Records from a data source>
───
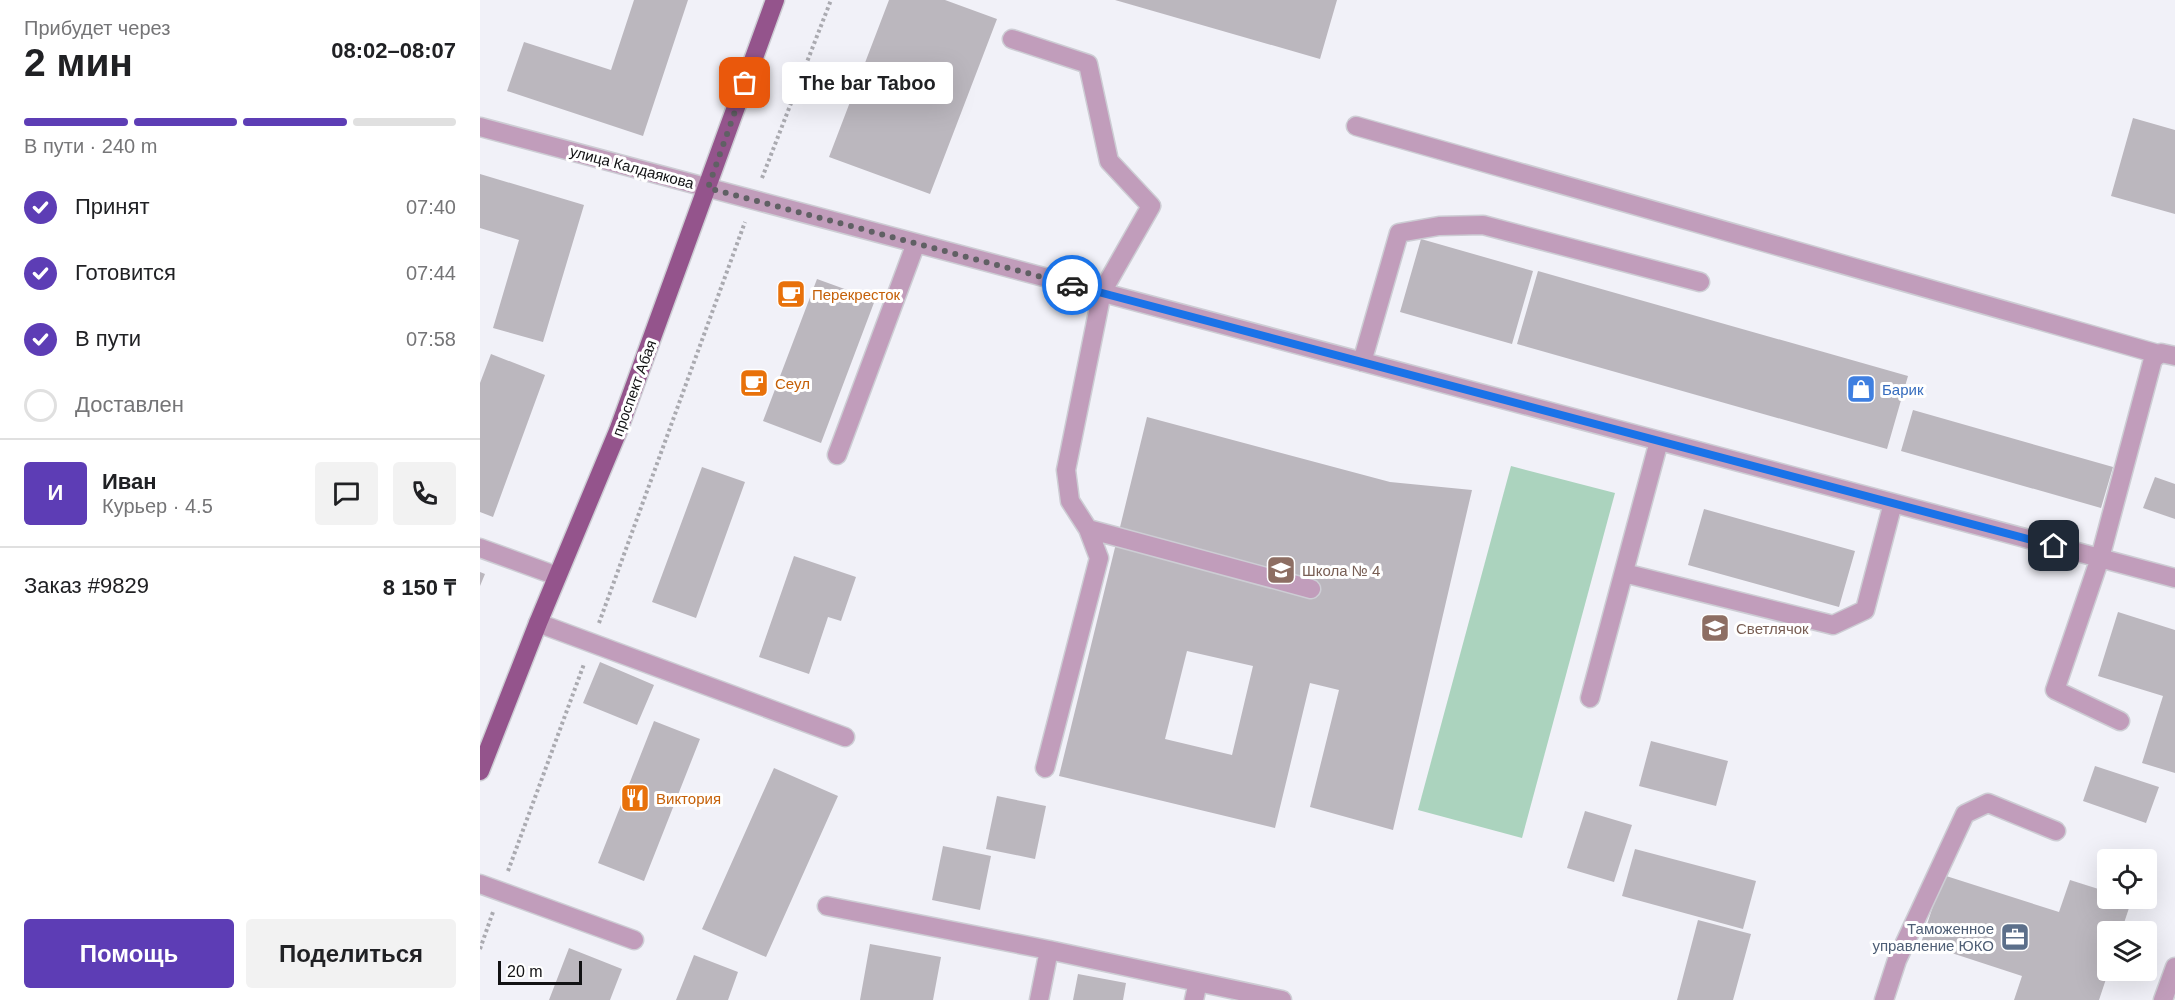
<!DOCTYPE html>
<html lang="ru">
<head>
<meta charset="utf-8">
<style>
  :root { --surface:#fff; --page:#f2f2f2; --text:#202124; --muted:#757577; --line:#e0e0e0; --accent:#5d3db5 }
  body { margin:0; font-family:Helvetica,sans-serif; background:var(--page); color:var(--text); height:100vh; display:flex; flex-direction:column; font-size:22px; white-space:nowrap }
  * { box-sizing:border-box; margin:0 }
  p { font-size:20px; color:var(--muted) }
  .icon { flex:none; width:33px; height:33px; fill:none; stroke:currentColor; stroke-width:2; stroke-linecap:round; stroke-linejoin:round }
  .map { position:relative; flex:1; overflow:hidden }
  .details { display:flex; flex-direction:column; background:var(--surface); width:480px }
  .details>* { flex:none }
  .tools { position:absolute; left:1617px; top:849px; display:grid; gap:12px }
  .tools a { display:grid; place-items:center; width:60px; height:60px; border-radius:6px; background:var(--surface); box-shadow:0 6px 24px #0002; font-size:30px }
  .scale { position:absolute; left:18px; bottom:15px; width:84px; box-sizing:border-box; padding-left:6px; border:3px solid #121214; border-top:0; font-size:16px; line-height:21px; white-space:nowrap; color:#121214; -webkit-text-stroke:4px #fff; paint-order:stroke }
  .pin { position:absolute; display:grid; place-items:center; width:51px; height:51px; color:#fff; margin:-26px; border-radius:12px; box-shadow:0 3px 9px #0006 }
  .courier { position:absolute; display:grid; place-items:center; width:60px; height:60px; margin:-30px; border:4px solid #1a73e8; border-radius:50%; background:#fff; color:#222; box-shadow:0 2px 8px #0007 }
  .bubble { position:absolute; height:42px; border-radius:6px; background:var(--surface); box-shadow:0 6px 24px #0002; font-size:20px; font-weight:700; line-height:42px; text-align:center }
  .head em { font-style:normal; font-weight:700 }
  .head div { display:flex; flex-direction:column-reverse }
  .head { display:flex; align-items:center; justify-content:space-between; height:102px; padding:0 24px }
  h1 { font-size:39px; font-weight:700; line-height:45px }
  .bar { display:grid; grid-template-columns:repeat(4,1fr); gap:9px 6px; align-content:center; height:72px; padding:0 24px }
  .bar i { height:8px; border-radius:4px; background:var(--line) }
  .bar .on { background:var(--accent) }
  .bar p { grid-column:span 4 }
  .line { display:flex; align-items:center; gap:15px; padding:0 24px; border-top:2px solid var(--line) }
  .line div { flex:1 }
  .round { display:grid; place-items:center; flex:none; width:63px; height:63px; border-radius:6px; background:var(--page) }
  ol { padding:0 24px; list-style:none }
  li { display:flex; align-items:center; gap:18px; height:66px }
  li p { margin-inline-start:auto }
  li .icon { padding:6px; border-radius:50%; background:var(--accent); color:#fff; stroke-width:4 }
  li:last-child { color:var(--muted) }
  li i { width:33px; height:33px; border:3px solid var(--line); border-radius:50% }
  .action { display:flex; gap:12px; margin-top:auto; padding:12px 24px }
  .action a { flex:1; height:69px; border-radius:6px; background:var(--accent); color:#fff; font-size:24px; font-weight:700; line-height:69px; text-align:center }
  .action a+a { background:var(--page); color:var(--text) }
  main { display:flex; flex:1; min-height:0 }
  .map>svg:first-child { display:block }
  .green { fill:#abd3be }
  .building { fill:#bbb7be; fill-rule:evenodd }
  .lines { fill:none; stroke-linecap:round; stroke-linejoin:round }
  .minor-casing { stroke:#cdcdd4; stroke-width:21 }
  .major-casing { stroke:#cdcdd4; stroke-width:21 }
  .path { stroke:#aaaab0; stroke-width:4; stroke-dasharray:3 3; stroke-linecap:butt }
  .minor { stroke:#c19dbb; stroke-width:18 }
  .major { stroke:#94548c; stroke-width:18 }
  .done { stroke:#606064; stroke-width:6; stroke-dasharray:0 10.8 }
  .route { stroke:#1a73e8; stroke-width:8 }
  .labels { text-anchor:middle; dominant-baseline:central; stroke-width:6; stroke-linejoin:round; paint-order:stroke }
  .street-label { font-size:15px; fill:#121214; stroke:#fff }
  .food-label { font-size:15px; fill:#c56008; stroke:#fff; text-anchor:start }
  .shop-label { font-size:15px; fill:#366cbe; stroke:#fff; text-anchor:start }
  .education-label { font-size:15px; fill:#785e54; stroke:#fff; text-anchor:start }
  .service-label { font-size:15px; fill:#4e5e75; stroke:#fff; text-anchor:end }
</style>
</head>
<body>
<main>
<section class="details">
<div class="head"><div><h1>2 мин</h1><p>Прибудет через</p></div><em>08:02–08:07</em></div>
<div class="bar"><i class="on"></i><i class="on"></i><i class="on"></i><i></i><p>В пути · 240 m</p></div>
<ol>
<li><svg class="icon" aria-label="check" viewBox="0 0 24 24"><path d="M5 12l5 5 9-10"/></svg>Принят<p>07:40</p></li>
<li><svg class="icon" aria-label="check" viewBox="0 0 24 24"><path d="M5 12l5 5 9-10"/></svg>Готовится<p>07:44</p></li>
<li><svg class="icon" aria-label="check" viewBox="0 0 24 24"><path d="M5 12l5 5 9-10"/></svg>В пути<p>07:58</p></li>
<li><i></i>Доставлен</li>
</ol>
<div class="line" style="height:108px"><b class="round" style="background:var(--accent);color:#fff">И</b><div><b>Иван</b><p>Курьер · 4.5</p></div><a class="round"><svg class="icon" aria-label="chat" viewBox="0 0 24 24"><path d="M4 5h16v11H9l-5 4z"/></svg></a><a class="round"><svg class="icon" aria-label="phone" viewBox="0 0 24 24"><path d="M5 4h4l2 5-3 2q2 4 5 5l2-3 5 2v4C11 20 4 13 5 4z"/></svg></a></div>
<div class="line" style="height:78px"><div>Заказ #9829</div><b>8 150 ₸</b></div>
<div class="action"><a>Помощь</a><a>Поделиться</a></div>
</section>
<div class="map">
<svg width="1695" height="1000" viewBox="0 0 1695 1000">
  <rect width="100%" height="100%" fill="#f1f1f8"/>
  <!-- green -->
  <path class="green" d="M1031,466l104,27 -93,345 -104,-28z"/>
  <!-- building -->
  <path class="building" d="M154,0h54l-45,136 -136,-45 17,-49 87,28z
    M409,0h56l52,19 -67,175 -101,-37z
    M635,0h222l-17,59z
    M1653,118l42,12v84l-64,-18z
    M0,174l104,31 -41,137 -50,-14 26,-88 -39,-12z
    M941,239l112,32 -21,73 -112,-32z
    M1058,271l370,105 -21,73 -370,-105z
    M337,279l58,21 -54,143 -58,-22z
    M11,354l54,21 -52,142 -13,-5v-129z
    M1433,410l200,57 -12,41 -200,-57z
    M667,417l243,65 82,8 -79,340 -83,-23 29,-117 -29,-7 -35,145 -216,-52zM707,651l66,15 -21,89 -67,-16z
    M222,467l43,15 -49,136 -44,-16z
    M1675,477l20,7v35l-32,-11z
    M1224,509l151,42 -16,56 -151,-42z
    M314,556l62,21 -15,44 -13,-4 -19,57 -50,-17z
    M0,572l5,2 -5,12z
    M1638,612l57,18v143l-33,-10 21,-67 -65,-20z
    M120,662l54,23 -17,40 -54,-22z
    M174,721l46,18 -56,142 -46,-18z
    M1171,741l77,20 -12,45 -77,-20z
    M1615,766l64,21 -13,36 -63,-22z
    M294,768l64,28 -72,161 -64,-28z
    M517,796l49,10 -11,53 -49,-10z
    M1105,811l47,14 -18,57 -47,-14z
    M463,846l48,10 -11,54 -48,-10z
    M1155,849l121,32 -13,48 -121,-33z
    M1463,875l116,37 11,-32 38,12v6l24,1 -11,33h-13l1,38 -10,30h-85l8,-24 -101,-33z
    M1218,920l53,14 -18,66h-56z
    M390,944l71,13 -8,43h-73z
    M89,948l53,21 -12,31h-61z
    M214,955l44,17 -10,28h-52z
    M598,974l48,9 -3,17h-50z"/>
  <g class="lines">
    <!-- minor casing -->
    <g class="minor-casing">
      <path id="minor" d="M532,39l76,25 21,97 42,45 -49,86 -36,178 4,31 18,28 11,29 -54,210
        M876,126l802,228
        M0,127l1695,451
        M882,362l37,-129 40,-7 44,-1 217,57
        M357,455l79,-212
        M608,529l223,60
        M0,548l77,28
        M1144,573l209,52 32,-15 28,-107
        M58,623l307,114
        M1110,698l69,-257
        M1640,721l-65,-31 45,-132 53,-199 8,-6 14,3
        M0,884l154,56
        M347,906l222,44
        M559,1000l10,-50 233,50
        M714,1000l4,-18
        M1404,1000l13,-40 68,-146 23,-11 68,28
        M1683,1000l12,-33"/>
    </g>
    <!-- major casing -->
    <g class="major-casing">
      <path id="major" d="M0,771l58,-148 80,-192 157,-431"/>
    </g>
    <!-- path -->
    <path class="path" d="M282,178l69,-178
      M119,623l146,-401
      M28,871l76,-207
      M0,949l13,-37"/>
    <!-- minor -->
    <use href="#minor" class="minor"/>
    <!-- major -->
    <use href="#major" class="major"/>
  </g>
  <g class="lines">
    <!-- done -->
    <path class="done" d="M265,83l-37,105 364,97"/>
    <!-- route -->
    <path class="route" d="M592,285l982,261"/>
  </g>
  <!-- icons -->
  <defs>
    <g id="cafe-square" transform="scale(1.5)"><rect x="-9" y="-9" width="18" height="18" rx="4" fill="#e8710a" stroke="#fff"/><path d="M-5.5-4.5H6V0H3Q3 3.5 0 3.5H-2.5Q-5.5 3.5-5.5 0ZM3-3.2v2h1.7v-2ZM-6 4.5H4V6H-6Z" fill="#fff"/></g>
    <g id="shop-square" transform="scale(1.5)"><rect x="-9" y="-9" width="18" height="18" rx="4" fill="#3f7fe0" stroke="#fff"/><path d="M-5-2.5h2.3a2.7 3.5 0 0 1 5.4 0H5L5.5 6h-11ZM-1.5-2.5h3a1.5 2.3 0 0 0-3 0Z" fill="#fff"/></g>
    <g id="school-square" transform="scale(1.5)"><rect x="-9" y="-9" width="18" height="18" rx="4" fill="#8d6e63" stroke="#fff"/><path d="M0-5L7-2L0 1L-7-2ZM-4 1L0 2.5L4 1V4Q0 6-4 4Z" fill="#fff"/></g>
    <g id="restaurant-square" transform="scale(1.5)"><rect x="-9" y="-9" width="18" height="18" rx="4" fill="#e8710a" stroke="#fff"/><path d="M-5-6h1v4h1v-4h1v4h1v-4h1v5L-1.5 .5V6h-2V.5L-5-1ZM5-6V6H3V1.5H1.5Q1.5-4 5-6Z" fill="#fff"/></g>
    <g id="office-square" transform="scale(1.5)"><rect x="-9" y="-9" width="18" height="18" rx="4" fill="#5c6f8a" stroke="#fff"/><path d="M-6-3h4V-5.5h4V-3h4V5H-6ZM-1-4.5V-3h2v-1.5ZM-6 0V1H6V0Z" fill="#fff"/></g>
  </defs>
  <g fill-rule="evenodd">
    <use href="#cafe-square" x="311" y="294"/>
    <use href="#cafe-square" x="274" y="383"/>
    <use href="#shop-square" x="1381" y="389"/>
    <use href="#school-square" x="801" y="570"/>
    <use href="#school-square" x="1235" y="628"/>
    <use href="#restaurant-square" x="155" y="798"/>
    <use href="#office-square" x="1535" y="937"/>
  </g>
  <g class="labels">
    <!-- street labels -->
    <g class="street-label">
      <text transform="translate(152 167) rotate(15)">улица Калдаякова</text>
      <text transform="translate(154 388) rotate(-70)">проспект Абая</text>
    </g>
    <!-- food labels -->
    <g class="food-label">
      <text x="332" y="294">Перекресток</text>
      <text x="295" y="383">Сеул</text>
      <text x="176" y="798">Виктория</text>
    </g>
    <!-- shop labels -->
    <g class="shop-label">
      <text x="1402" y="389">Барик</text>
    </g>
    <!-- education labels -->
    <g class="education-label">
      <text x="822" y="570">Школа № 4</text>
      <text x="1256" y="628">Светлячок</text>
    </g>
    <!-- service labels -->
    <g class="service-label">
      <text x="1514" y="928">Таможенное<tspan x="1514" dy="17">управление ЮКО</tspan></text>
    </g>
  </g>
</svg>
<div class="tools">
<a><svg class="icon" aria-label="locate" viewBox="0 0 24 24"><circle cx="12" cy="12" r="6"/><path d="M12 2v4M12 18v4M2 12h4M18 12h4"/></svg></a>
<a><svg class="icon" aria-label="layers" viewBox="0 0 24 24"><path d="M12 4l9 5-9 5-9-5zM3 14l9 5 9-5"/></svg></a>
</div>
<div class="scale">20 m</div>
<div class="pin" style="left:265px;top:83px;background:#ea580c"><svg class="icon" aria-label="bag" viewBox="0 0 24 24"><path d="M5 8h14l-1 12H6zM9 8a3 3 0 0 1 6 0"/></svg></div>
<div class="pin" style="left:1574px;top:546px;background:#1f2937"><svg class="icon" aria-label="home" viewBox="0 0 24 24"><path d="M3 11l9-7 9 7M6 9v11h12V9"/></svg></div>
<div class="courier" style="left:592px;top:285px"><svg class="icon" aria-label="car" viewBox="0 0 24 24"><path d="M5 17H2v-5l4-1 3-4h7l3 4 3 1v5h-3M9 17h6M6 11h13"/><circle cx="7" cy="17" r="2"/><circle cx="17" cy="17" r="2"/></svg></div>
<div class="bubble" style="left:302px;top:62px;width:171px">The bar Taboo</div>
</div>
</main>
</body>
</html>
───
Work to complete>
Gather all lines from the records above in which "body" appears.

Result of the exercise>
  body { margin:0; font-family:Helvetica,sans-serif; background:var(--page); color:var(--text); height:100vh; display:flex; flex-direction:column; font-size:22px; white-space:nowrap }
<body>
</body>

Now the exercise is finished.